Shell commands
Type a shell command the way you'd type it in a terminal, and it runs in the tab's shell:
ls -la
git status
npm testOutput streams into the transcript line by line as it's produced, with ANSI colors and styling intact — a test suite's colored pass/fail summary looks the way it should. file.ts:42-style paths in the output are clickable and open the file in an editor tab at that line.

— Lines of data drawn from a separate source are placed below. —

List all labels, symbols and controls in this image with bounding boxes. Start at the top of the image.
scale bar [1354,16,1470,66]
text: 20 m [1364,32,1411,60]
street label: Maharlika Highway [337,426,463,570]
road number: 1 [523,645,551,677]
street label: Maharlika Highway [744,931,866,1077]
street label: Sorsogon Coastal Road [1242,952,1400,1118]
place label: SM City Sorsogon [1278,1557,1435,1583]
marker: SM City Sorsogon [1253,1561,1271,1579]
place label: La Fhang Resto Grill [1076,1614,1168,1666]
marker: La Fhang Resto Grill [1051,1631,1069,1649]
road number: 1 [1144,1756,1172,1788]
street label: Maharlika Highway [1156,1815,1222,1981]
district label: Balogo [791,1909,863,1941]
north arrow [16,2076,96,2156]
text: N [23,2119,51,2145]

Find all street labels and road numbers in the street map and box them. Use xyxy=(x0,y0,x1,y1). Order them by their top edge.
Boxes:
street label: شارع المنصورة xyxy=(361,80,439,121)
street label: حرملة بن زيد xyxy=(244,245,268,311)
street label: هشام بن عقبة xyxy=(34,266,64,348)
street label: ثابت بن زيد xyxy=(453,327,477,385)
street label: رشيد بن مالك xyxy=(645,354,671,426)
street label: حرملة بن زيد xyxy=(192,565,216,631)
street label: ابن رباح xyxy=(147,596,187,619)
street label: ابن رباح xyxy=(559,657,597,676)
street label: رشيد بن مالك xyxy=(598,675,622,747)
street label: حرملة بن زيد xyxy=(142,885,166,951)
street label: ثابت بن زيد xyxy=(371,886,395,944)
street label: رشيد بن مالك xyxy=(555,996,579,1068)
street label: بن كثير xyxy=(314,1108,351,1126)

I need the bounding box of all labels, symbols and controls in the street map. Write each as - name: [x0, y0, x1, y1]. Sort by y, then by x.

Plain commands like these are recognized as shell input automatically. When a line could be read more than one way — a shell command, a SQL query, a prompt for the agent — the app asks instead of guessing, floating a chooser above the command bar; pick a route with ↑/↓ and Return, or Escape to cancel. To skip recognition entirely, prefix the line with shell :
shell find . -name "*.ts"The prefix is the deterministic escape hatch — whatever follows it goes straight to the shell.
One shell per tab, and it persists

Each tab has its own shell process that lives as long as the tab does. State accumulates the way it would in a terminal: cd somewhere and later commands in that tab run there; exported variables stick around. The working directory is also remembered per agent, so after janus --relaunch a restored tab's shell starts where it left off. If the shell process dies unexpectedly, a fresh one is spawned on your next command.
Closing a tab kills its shell; quitting the app kills them all.
Interactive programs take over the tab

Full-screen and interactive programs — htop, vim, less, man, python and other REPLs — can't run through the ordinary transcript. When you run one, the tab switches into a full-tab terminal: the transcript and command bar disappear and the program gets the whole tab, with every keystroke — including Ctrl+C, Ctrl+D, and Ctrl+Z — forwarded to it. Only Shift+←/Shift+→ still switch tabs, and you can keep several tabs' interactive programs running at once; each keeps its screen state while you're elsewhere.
Shift+Enter inserts a line continuation rather than submitting, which matters for programs (AI harnesses in particular) that accept multi-line input.
When the program exits, the transcript comes back exactly as it was — nothing about the takeover is logged.